Data in this exercise>
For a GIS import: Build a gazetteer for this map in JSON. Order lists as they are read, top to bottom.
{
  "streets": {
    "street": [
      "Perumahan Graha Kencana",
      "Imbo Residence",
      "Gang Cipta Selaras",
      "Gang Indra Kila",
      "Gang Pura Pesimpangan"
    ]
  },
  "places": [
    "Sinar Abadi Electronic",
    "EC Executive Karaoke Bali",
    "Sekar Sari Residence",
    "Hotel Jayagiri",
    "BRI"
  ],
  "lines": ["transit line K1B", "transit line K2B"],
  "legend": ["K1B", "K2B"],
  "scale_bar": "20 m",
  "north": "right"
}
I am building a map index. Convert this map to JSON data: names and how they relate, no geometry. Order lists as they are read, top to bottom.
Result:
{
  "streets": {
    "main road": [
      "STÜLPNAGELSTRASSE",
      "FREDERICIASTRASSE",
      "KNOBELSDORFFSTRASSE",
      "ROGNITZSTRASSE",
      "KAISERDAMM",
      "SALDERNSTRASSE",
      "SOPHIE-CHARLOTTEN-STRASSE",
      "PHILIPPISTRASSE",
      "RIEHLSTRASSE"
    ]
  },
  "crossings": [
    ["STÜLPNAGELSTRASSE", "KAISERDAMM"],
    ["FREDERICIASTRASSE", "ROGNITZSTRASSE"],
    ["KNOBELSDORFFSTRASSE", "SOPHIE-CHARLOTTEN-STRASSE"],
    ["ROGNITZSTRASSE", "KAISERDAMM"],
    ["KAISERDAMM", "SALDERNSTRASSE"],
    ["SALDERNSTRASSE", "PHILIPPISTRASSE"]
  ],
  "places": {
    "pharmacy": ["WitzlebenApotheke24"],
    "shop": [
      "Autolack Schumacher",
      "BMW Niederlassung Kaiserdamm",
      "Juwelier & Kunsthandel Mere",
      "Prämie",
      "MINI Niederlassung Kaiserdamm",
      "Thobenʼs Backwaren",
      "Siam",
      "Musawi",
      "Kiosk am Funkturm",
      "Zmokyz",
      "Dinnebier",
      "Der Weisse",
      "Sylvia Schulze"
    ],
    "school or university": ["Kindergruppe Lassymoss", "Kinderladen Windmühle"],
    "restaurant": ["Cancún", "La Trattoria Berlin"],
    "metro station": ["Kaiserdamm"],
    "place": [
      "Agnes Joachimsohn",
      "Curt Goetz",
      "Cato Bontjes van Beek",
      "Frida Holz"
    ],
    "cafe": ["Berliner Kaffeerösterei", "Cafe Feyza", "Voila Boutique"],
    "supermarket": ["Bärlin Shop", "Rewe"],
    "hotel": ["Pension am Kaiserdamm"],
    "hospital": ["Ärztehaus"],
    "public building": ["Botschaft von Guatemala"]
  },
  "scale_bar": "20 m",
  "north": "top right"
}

Instructions to follow> Transcribe the full set of records without altering a single character.

Worked solution>
For a GIS import: Build a gazetteer for this map in JSON. Order lists as they are read, top to bottom.
{
  "streets": {
    "street": [
      "Perumahan Graha Kencana",
      "Imbo Residence",
      "Gang Cipta Selaras",
      "Gang Indra Kila",
      "Gang Pura Pesimpangan"
    ]
  },
  "places": [
    "Sinar Abadi Electronic",
    "EC Executive Karaoke Bali",
    "Sekar Sari Residence",
    "Hotel Jayagiri",
    "BRI"
  ],
  "lines": ["transit line K1B", "transit line K2B"],
  "legend": ["K1B", "K2B"],
  "scale_bar": "20 m",
  "north": "right"
}
I am building a map index. Convert this map to JSON data: names and how they relate, no geometry. Order lists as they are read, top to bottom.
Result:
{
  "streets": {
    "main road": [
      "STÜLPNAGELSTRASSE",
      "FREDERICIASTRASSE",
      "KNOBELSDORFFSTRASSE",
      "ROGNITZSTRASSE",
      "KAISERDAMM",
      "SALDERNSTRASSE",
      "SOPHIE-CHARLOTTEN-STRASSE",
      "PHILIPPISTRASSE",
      "RIEHLSTRASSE"
    ]
  },
  "crossings": [
    ["STÜLPNAGELSTRASSE", "KAISERDAMM"],
    ["FREDERICIASTRASSE", "ROGNITZSTRASSE"],
    ["KNOBELSDORFFSTRASSE", "SOPHIE-CHARLOTTEN-STRASSE"],
    ["ROGNITZSTRASSE", "KAISERDAMM"],
    ["KAISERDAMM", "SALDERNSTRASSE"],
    ["SALDERNSTRASSE", "PHILIPPISTRASSE"]
  ],
  "places": {
    "pharmacy": ["WitzlebenApotheke24"],
    "shop": [
      "Autolack Schumacher",
      "BMW Niederlassung Kaiserdamm",
      "Juwelier & Kunsthandel Mere",
      "Prämie",
      "MINI Niederlassung Kaiserdamm",
      "Thobenʼs Backwaren",
      "Siam",
      "Musawi",
      "Kiosk am Funkturm",
      "Zmokyz",
      "Dinnebier",
      "Der Weisse",
      "Sylvia Schulze"
    ],
    "school or university": ["Kindergruppe Lassymoss", "Kinderladen Windmühle"],
    "restaurant": ["Cancún", "La Trattoria Berlin"],
    "metro station": ["Kaiserdamm"],
    "place": [
      "Agnes Joachimsohn",
      "Curt Goetz",
      "Cato Bontjes van Beek",
      "Frida Holz"
    ],
    "cafe": ["Berliner Kaffeerösterei", "Cafe Feyza", "Voila Boutique"],
    "supermarket": ["Bärlin Shop", "Rewe"],
    "hotel": ["Pension am Kaiserdamm"],
    "hospital": ["Ärztehaus"],
    "public building": ["Botschaft von Guatemala"]
  },
  "scale_bar": "20 m",
  "north": "top right"
}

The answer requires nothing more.